Deduplication Means Affordable DR

 

Making Disaster Recovery affordable with Deduplication


IT Managers today have two conflicting goals; drive down costs yet increase the organizations ability to recover from a disaster. The combined goals can be met by using a single technology, deduplication, to not only reduce the cost of primary storage but to reduce the cost to establish and maintain a disaster recovery site.


The ability to implement a data center recovery strategy has become significantly easier over the past few years. Technologies like SAN replication and host replication are far superior to shipping backup tapes to a DR site and having to go through the time consuming process of recovering those tapes in the event of a disaster. 


Replication of online or primary data via SAN storage or via host based agents is expensive. With SAN storage it requires that a nearly identical storage platform be purchased in the DR site and that the storage replication software for the storage be purchased from the manufacturer, often an expensive add-on. These replication strategies either require expensive WAN bandwidth and consume either the processing resources of the storage or the host during the replication period. Because of the expense associated with replication of online data its use is typically restricted to only the most mission critical servers.


Tape on the other hand is very cost effective and is relatively simple to move off-site, but it can be expensive, requiring contracts with off-site storage facilities or a facility and inventorying system of your own. Tape is also broad in its coverage; all servers usually have their backups written to tape. Therefore in theory all their data is on tape and stored off-site. Tape’s Achilles heel however is its reliability and speed of recovery. The concern over whether or not the tapes will actually work and the speed of loading and recovery, in the event of a disaster, is a legitimate one.

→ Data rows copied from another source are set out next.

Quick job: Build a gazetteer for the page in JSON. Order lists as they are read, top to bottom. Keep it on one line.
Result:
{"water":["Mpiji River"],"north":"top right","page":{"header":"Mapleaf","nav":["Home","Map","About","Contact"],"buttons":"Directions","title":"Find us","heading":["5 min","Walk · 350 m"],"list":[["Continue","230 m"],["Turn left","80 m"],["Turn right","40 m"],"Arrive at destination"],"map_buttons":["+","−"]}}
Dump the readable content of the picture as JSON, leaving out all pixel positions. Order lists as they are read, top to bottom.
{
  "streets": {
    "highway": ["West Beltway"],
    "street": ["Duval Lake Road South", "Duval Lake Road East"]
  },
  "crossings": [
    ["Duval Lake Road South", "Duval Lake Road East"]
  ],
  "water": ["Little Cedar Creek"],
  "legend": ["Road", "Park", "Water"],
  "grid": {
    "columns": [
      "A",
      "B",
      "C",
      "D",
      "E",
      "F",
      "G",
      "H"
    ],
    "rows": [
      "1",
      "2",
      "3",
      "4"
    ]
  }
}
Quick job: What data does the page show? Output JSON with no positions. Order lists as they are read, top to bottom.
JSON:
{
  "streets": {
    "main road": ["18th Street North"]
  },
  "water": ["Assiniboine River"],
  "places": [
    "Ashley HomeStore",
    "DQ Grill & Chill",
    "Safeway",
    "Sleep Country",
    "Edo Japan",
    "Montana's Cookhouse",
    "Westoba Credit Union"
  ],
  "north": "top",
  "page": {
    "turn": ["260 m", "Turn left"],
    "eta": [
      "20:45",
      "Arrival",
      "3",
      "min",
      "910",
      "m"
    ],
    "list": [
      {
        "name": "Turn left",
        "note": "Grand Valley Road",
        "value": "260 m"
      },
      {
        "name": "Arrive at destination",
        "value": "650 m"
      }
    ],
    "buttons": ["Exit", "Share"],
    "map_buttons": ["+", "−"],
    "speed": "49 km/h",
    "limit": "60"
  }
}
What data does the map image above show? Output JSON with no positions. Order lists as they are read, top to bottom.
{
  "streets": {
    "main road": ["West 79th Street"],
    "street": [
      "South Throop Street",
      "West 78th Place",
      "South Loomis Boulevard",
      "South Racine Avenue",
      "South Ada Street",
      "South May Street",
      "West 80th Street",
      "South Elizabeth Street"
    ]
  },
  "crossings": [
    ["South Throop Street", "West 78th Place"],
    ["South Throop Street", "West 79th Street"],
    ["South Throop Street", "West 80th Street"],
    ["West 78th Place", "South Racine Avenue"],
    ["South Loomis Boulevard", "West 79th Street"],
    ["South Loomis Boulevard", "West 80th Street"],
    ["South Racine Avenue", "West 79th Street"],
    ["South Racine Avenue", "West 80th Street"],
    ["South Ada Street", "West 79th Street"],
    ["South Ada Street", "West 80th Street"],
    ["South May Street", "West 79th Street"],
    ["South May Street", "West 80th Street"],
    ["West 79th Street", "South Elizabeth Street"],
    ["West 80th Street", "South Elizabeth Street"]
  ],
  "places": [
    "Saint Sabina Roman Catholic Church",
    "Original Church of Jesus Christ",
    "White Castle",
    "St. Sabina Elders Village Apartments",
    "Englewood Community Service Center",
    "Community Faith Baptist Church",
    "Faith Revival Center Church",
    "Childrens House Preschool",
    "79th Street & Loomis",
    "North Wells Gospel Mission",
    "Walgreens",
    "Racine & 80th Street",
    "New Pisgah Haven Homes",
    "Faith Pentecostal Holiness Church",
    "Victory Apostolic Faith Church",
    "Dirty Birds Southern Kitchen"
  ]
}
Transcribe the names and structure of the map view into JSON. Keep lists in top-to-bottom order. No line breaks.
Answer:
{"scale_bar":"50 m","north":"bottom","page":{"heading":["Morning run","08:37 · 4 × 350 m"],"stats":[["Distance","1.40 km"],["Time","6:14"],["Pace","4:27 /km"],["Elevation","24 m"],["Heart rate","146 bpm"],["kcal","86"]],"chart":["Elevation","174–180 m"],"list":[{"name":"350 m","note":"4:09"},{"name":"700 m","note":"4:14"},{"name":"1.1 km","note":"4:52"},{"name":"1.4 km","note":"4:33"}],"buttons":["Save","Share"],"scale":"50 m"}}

Copying backup data across a typical WAN segment is not possible either. Many users assume because SAN or host based replication systems can accomplish this that a WAN backup strategy can as well. Primary storage can utilize a WAN segment because it only replicates blocks of data as they change and typically they run all day long so they have a 24-hour window to complete the replication job. Backup jobs on the other hand create full copies of data that has changed since the last backup and in the case of a full backup, they make a copy of all the data, regardless of whether that data has changed or not. They create these full copies as quickly as possible, in some cases creating hundreds of GB’s if not TB’s of backup images in an hour. A typical WAN segment would never be able to keep pace.


The expense of replication of the online storage solutions vs. the reliability and performance concerns of tape have left a gap for which disk based backup systems with deduplication are an ideal solution. Systems like those from Data Domain can reduce the cost of establishing a DR site and be as broad in their coverage as tape because these systems integrate into the existing backup strategy. The only change is the routing of backups to the data deduplication system and the responsibility of replicating that backup data to another deduplication system at the remote site is handled in many cases by the data deduplication system, removing one more thing that the system administrator has to worry about.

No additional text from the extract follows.